Hacker Newsnew | past | comments | ask | show | jobs | submitlogin

[flagged]


I agree fully with him. I don’t care what part of your job gets harder, or what software breaks if you can’t make it work without unnecessarily invading my privacy. You could tell me it’s going to shut down the internet for 6 months and I still wouldn’t care.

You’ll have to come up with a really strong defense for why this shouldn’t happen in order to convince most users.


It just means I run a persistent client on your device that is permanently connected to the mothership, instead of only when you have your browser open.


I’m so glad most people don’t truly consider software devs to be real engineers, because this is a perfect example of why that word deserves so much more respect than this field gives it.


[flagged]


I like your "you've been *** my ass for 35 years, please feel free to keep doing it for all eternity" attitude.


I'm sure it will require some work, but this is the price of security. The idea that any website I visit can start pinging/exploiting some random unsecured testing web server I have running on localhost:8080 is a massive security risk.


Or probing your local network for vulnerable HTTP servers, like insecure routers or web cameras. localhost is just the tip of the iceberg.


Can you define "local network"? Probably not. Most large enterprises own publicly-routable IP space for internal use. Internal doesn't mean 192.168.0.0/24. foo.corp.example.com could resolve to 9.10.11.12 and still be local. What about IPv6? It's a nonsense argument fraught with corner cases.


> Can you define "local network"?

Sure - a destination is "local" if your machine has a route to that IP which isn't via a gateway.

If your network is large enough that it consists of multiple routed network segments, and you don't have any ACLs between those segments, then yeah, you won't be fully protected by this browser feature. But you aren't protected right now either, so nothing's getting worse, it's just not getting better for your specific use case.
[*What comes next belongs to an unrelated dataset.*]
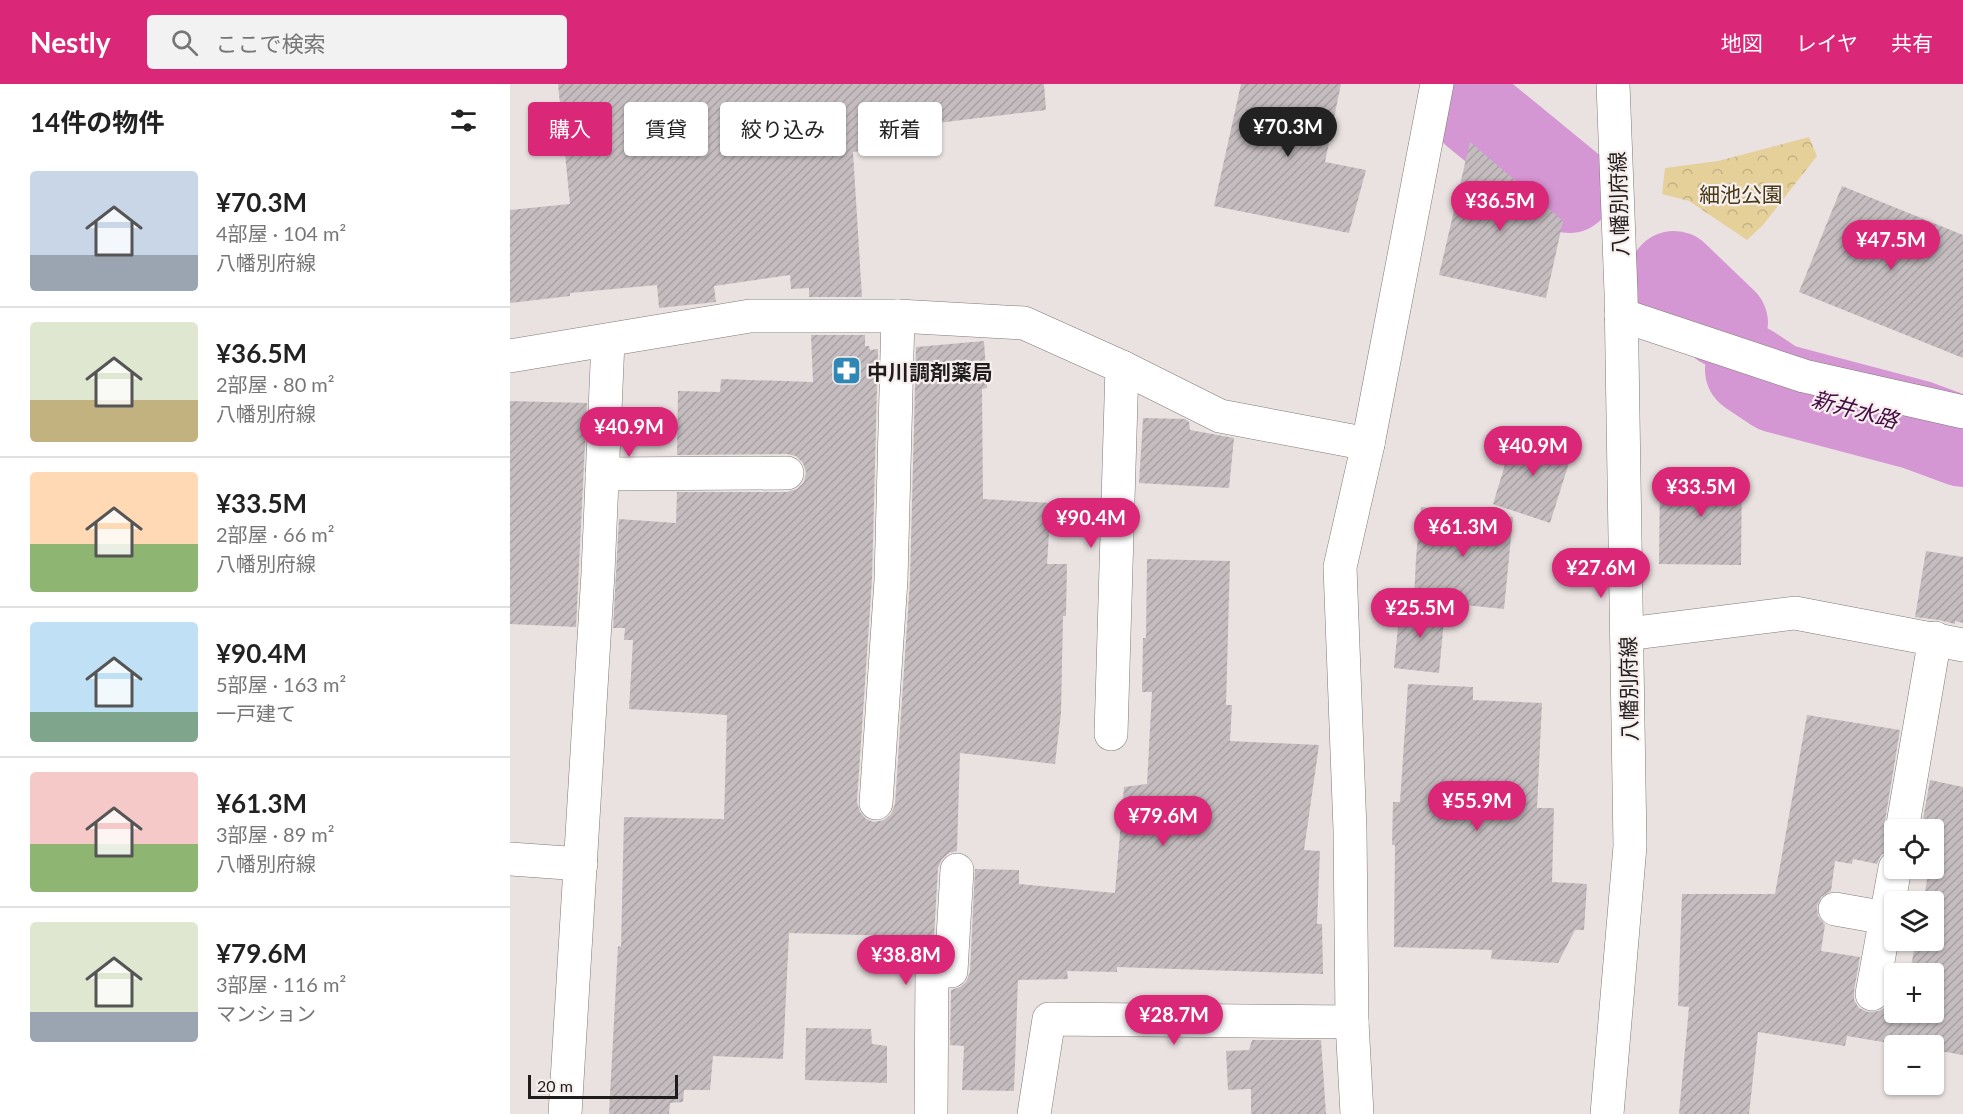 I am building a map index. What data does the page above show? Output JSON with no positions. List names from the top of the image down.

> Sure - a destination is "local" if your machine has a route to that IP which isn't via a gateway.

Fantastic. Well, Google doesn't agree

The proposal defines it along RFC1918 address space boundaries. The spitballing back and forth in the GitHub issues about which imaginary TLDs they will or won't also consider "local" is absolutely horrifying.


Cool so it will protect 99.999% of home networks. Compared to 0% which are protected now. Sounds great!


Not to be snarky, but that's a good example of "perfect being the enemy of good". You are totally right that there are corner cases, sure. But that doesn't stop us from tackling the low hanging fruit first. Which is, as you say, localhost and LAN (if present).


It should not even be able to communicate with the local network at all, it’s a goddamn web page. It should be restricted to just communicate with the server that hosts it and that’s it.


They define it the explainer this was originally based on: (https://github.com/WICG/private-network-access/blob/main/exp...)

Quote: We extend the RFC 1918 concept of private IP addresses to build a model of network privacy.

Concretely, there are 3 kinds of private network requests:

    public -> private
    public -> local
    private -> local


[flagged]


The whole browser is a massive security leak. What genius thought it was a good idea for the web page I visit in the morning to get the weather forecast to be able to run arbitrary code and to communicate with arbitrary hosts on my local network?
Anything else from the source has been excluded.